Vigil Mourns Transgender Victims

Natasha L. Coleman

The Harvard BGLTSA held a candlelight vigil to observe their annual Transgender Day of Rememberance outside Matthews Hall yesterday evening. Those in attendance shared their thoughts and stories on the issue.

UPDATED: Oct. 25, 2012, at 11:42 a.m.

Harvard Yard was quiet last night, but a tight circle of people outside Matthews Hall observed a moment of more profound silence.

Five students and one University employee gathered to commemorate the ninth annual Transgender Day of Remembrance, which memorializes people who have died from anti-transgender violence in the past year. The event was hosted by Harvard’s Bisexual, Gay, Lesbian, Transgender, and Supporters Alliance.

According to Michelle C. Kellaway ’10, community co-chair of BGLTSA, the term “transgender” refers to transsexuals, cross-dressers, and anyone who is gender-variant or perceived to be gender-variant.

“To put it succinctly, when someone’s biological gender is not concurrent with their gender expression,” Kellaway said.


Fellow Community Co-Chair Gilda D. Medina ’09 said she could not provide an estimate of how many Harvard students identify as transgender. She noted that the term encompasses many different identities and is by its nature very personal.

“It tends to be older students that either make that leap to identify or figure out their identity,” Medina said.

But there was nothing ambiguous about the deaths of people who were remembered last night. The assembly, their breath rising into the cold night as clouds of steam, read aloud the names of 11 people who have died since January, some of whom had been shot, stabbed, strangled, or struck repeatedly by a car. Two died after they were denied medication for AIDS.

The deaths occurred in places as diverse as Thailand, Chile, and Philadelphia.
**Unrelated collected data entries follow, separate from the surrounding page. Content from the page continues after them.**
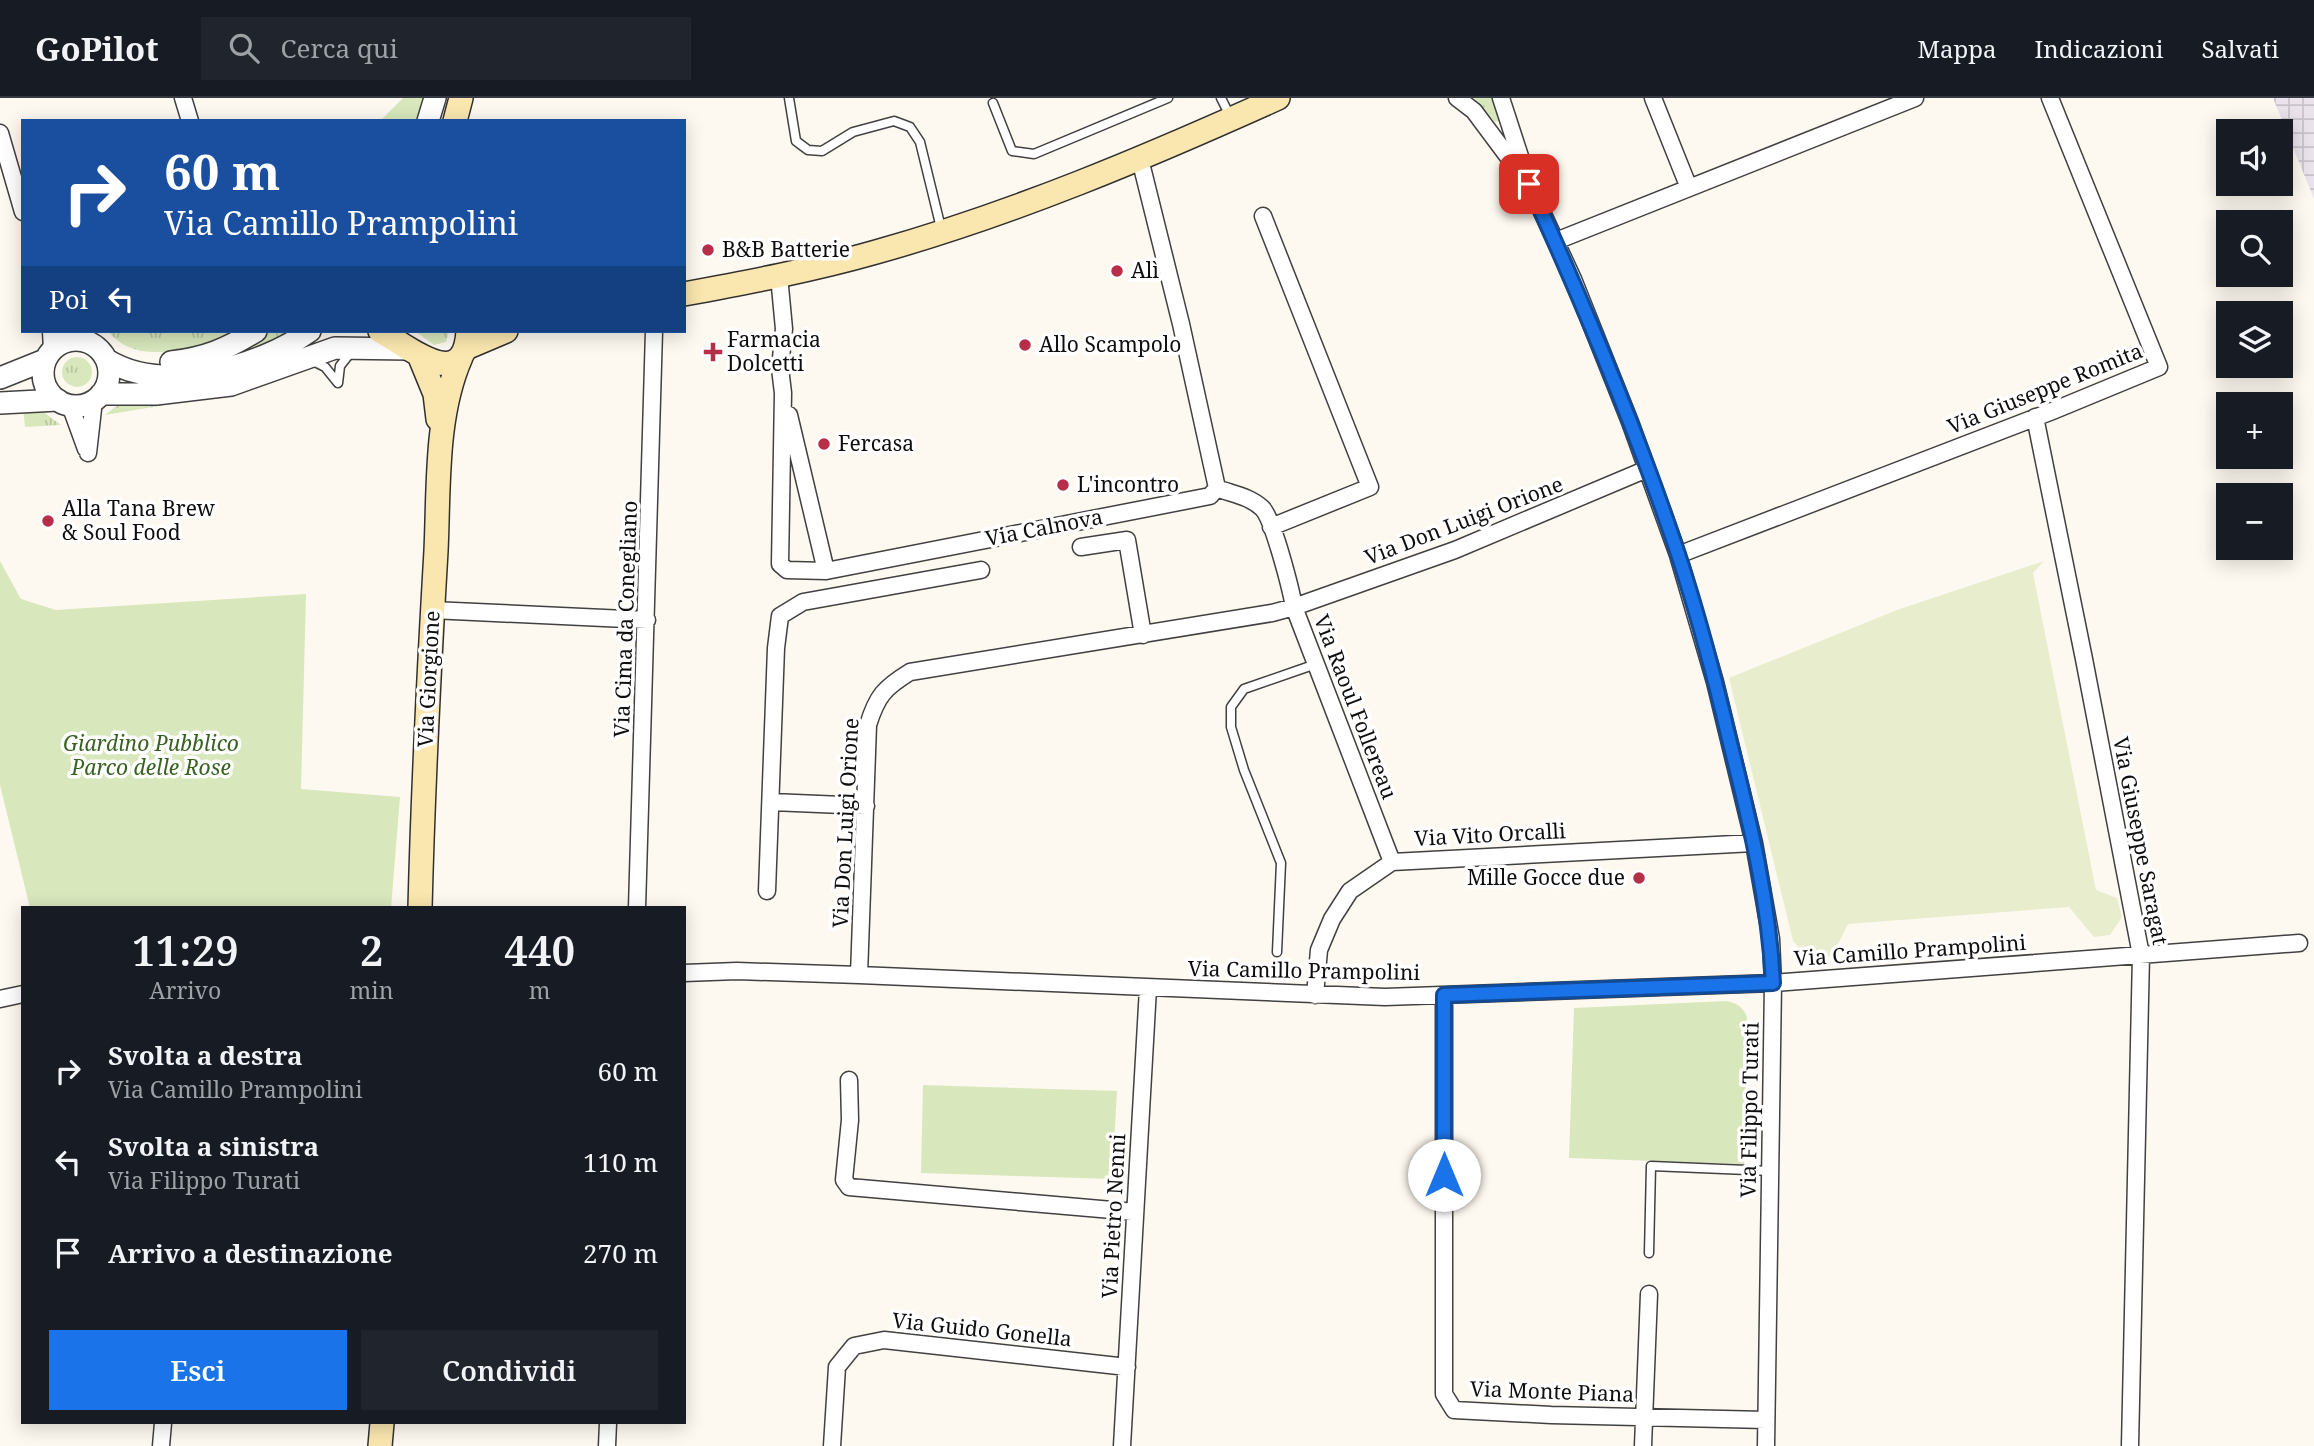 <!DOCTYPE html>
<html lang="it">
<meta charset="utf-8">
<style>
:root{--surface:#171b24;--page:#20242c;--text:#f1f3f6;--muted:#9ea1a6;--line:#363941;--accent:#1a73e8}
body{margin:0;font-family:"Noto Serif",serif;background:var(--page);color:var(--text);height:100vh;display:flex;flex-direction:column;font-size:26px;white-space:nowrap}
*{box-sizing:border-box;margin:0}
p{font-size:23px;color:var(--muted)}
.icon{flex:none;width:38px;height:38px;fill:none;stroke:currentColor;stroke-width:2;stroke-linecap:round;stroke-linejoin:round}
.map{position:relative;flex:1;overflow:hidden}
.sheet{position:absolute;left:21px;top:808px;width:665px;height:518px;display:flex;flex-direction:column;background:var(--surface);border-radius:0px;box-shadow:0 4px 18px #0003}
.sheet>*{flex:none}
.guide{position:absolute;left:21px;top:21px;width:665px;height:214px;border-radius:0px;box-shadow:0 4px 18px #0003;background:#1a4fa0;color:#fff;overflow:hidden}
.buttons{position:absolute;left:2216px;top:21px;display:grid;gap:14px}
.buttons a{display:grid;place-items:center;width:77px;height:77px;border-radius:0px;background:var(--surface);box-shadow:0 4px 18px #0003;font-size:35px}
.pin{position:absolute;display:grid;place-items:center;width:60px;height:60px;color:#fff;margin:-30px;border-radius:14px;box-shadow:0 4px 10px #0006}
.me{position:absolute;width:77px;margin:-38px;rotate:0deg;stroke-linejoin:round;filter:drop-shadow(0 0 5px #0008)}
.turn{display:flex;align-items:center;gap:24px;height:147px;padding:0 28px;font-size:32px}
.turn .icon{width:91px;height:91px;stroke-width:2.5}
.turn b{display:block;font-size:49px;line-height:60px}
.then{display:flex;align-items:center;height:66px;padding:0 28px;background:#0003;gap:14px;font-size:26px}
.eta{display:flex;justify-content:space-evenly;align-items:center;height:119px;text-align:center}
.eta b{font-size:42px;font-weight:600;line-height:49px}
.button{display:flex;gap:14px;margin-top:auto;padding:14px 28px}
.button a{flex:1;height:80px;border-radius:0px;background:var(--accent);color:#fff;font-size:28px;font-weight:600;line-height:80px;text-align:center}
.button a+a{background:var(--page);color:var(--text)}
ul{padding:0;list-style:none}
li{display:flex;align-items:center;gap:21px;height:91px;padding:0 28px}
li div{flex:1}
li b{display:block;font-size:26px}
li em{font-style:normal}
header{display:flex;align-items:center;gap:42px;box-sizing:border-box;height:98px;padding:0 35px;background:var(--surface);border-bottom:2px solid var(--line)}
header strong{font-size:33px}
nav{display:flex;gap:38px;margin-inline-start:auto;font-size:24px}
.search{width:490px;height:63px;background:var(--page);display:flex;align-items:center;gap:18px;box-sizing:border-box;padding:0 24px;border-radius:0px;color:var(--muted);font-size:26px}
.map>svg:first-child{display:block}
.industrial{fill:url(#industrial-grid)}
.grass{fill:url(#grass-tufts)}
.park{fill:#d8e7bc}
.pitch{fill:#e8eecd}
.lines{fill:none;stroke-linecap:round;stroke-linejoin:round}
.service-casing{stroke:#414141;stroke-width:11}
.minor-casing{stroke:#414141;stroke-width:19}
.tertiary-casing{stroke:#414141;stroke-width:24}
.secondary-casing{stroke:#303030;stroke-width:26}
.service{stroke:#fff;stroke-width:8}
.minor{stroke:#fff;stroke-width:16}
.tertiary{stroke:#fff;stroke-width:21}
.secondary{stroke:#fae7af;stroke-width:23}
.route-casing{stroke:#114b97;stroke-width:18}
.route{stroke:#1a73e8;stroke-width:12}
.poi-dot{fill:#b62e48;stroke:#fff;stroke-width:2.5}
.labels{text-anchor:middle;stroke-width:7;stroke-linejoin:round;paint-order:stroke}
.poi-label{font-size:21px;fill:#0e0e0e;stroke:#fff;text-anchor:start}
.street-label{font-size:21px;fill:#0e0e0e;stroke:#fff}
.park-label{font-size:21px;font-style:italic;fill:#386222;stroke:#fff}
</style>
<header>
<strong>GoPilot</strong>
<div class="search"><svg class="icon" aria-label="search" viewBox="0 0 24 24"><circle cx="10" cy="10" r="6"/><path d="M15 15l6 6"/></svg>Cerca qui</div>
<nav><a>Mappa</a><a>Indicazioni</a><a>Salvati</a></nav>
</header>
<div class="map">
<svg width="2314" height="1348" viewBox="0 0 2314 1348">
<defs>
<pattern id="industrial-grid" width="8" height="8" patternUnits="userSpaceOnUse" patternTransform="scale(1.75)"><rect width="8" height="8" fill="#eae3ec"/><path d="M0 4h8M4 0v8" fill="none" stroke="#c8c2c9"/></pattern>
<pattern id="grass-tufts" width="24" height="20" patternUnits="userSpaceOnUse" patternTransform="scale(1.75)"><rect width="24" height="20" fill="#d8e7bc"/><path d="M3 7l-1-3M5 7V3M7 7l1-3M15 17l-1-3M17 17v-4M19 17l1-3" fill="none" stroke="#b8c5a0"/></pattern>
</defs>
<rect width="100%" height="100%" fill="#fef9f0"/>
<path class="industrial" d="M 2273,0 L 2314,0 L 2314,101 Z"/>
<path class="grass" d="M 403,0 L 424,0 L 416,23 L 380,23 Z
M 1474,0 L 1492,0 L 1499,23 L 1495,24 Z
M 108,233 L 238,233 C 201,249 137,271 108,233 Z
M 271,233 L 295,233 L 259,250 L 230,260 Z
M 415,233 L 449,233 L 446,244 L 434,247 Z
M62 274a15 15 0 1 1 30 0a15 15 0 1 1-30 0Z
M 189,303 L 105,317 L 120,305 Z
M 23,310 L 38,310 L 61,327 L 25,329 Z"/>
<path class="park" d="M 0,463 L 21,501 L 56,512 L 306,496 L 301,691 L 400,699 L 391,810 L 30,810 L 0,687 Z
M 1726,903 C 1737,905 1743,909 1747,919 L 1744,1066 L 1569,1060 L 1574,910 Z
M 923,987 L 1117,993 L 1112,1081 L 921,1075 Z"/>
<path class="pitch" d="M 2044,463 L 2033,475 L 2096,792 L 2117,800 L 2122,819 L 2110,837 L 2094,839 L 2069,809 L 1848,826 L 1832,858 L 1808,859 L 1793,843 L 1729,580 L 1897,512 Z"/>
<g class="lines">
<defs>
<path id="service" d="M 789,0 L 796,43 L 808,52 L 822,53 L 853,34 L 894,23 L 910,29 L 920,44 L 941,130
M 1221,0 L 1230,18
M 993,5 L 1012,53 L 1034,56 L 1168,0
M 311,262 L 325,269 L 338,285 L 340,268 L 351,254
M 1277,854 L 1281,765 L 1244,672 L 1231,629 L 1231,609 L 1244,591 L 1316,566
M 1649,1155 L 1651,1068 L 1771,1073"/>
<path id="minor" d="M 183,0 L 190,23
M 1457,0 L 1474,13 L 1521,76
M 1501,0 L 1529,86 L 1573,181 L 1630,324 L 1678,457 L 1715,584 L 1754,745 L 1771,841 L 1773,885 L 1766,1348
M 1653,0 L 1689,90
M 0,35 L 23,114
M 1263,118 L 1370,389 L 1271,429
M 1556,143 L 1915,0
M 779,178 L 784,231 L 780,270 L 783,295 L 780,466 L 787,472 L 826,473 L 1210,398 L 1217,390 L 1181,226 L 1140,61
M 51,233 L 52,252
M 70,233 L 80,242
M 70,307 L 86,351
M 789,317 L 826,473
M 2035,319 L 2084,561 L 2141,857 L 2130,1348
M 88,355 L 94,302
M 1217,390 C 1232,396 1249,398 1262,410 C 1273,420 1291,492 1294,509 L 1392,764
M 1081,449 L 1127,442 L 1143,537
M 1678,457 L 2050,314 L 2159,269 L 2050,0
M 432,512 L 647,522
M 772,704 L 866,708
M 767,793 L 776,550 L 780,518 L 803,504 L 981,472
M 637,810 L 654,233
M 684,875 L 737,873 L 859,877 L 1385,899 L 1773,885 L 2299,845
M 859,877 L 868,627 C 877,598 884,590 910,574 L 1272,515 L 1294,509 L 1455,452 L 1647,371
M 1315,897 L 1319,852 L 1332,821 L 1350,793 L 1392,764 L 1754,745
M 1444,897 L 1444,1296 L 1454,1312 L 1551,1317 L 1766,1322
M 0,901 L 23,896
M 849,982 L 850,1022 L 844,1082 L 849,1089 L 1135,1114
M 161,1348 L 163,1325
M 607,1348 L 608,1325
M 832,1348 L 837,1269 L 854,1248 L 884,1242 L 1127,1269
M 1122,1348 L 1148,890
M 1643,1348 L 1649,1196"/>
<path id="tertiary" d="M 428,23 L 435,0
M43 275a33 33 0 1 1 66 0a33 33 0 1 1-66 0Z
M 107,262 C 163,297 259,269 310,233
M 171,264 C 205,260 227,251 256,233
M 0,280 L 45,262
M 101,296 L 156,296 L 231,287 L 335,250 L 410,251
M 0,305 L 58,302"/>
<path id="secondary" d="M 455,23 L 461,0
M 684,196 C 749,184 813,172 876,154 C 1015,115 1147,59 1278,0
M 380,233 C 408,248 464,298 468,233
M 466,250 L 506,233
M 419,257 L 435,296 L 438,321
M 420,810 C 423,691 429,572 436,453 C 439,389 435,318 461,259
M 380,1348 L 382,1325"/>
</defs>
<use href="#service" class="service-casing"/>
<use href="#minor" class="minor-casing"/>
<use href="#tertiary" class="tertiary-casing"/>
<use href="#secondary" class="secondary-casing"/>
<use href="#service" class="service"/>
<use href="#minor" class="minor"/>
<use href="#tertiary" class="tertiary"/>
<use href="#secondary" class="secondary"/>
</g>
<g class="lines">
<defs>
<path id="route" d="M 1444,1077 L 1444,897 L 1773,885 C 1769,803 1750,724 1730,645 C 1715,581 1698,517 1678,456 C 1636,330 1584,207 1529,86"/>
</defs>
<use href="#route" class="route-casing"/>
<use href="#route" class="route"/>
</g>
<g class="poi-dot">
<circle cx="708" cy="152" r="7"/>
<circle cx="1117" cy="173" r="7"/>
<circle cx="1025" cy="247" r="7"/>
<path d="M709.5 243.5h7v7h7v7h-7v7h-7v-7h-7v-7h7z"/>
<circle cx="824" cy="346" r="7"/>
<circle cx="1063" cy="387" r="7"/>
<circle cx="48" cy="423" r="7"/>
<circle cx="1639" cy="780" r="7"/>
</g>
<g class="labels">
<g class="poi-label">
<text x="722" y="159">B&amp;B Batterie</text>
<text x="1131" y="180">Alì</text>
<text x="727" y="249">Farmacia<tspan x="727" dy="24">Dolcetti</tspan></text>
<text x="1039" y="254">Allo Scampolo</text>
<text x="838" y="353">Fercasa</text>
<text x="1077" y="394">L'incontro</text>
<text x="62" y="418">Alla Tana Brew<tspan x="62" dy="24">&amp; Soul Food</tspan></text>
<text x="1625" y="787" text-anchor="end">Mille Gocce due</text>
</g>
<g class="street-label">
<text transform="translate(2045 291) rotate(-22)" y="7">Via Giuseppe Romita</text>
<text transform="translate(1464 423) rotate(-21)" y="7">Via Don Luigi Orione</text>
<text transform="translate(1044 430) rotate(-11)" y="7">Via Calnova</text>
<text transform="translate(626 521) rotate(-88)" y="7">Via Cima da Conegliano</text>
<text transform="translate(429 581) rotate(-87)" y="7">Via Giorgione</text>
<text transform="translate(1355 609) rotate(69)" y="7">Via Raoul Follereau</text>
<text transform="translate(846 725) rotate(-87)" y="7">Via Don Luigi Orione</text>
<text transform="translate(1490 737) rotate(-3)" y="7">Via Vito Orcalli</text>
<text transform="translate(2140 743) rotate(79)" y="7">Via Giuseppe Saragat</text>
<text transform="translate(1910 853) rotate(-4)" y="7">Via Camillo Prampolini</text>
<text transform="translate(1304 873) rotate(1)" y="7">Via Camillo Prampolini</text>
<text transform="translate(1750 1012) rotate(-89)" y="7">Via Filippo Turati</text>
<text transform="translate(1114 1118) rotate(-87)" y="7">Via Pietro Nenni</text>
<text transform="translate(982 1232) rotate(6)" y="7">Via Guido Gonella</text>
<text transform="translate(1552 1294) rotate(2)" y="7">Via Monte Piana</text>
</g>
<g class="park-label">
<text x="151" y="653">Giardino Pubblico<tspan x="151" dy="24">Parco delle Rose</tspan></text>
</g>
</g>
</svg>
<div class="buttons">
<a><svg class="icon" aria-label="sound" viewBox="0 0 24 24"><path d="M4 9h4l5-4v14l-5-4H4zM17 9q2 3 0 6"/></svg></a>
<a><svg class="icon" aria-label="search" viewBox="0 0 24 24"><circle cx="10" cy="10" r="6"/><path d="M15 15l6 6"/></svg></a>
<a><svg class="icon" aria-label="layers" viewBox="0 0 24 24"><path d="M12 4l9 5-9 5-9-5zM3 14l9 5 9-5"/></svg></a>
<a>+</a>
<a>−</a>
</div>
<div class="pin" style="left:1529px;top:86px;background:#d93025"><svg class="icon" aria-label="arrive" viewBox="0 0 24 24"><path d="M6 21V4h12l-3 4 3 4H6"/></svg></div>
<svg class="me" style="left:1444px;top:1077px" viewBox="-20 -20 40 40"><circle r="19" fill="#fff"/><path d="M0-13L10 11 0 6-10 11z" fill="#1a73e8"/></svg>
<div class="guide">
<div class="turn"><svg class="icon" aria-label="right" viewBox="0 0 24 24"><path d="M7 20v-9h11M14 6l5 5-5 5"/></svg><div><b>60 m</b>Via Camillo Prampolini</div></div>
<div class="then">Poi<svg class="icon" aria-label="left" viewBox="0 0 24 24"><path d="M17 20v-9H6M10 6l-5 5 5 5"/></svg></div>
</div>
<section class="sheet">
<div class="eta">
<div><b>11:29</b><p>Arrivo</p></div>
<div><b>2</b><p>min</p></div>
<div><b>440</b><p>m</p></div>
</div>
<ul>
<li><svg class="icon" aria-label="right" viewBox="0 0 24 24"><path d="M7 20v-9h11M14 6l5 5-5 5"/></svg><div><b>Svolta a destra</b><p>Via Camillo Prampolini</p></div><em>60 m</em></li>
<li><svg class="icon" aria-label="left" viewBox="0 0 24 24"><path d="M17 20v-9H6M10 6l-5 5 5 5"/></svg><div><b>Svolta a sinistra</b><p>Via Filippo Turati</p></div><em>110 m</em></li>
<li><svg class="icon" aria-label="arrive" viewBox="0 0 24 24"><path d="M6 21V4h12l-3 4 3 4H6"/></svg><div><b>Arrivo a destinazione</b></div><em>270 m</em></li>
</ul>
<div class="button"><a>Esci</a><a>Condividi</a></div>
</section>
</div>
Vigil participants warmed their hands by holding plastic cups of water containing vanilla-scented candles, one for each victim.

Medina emphasized that the Day of Remembrance only mentions deaths that have been reported and only those victims who were killed. She said that many others had suffered emotionally and physically because of their transgender identity.

The Transgender Day of Remembrance was first held in San Francisco in 1999. The event was organized in reaction to the death of Rita Hester, a transgender woman from Boston who was killed in 1998.

The Boston observance of Transgender Day of Remembrance was held on Sunday night.

“I feel like this is not a widely broadcast issue,” said Marco Chan ’11, BGLTSA’s social chair.

Although there is little awareness at Harvard of transgender issues, students are generally receptive once they are informed, Medina said. “The point is to bring the personal to the public,” she said.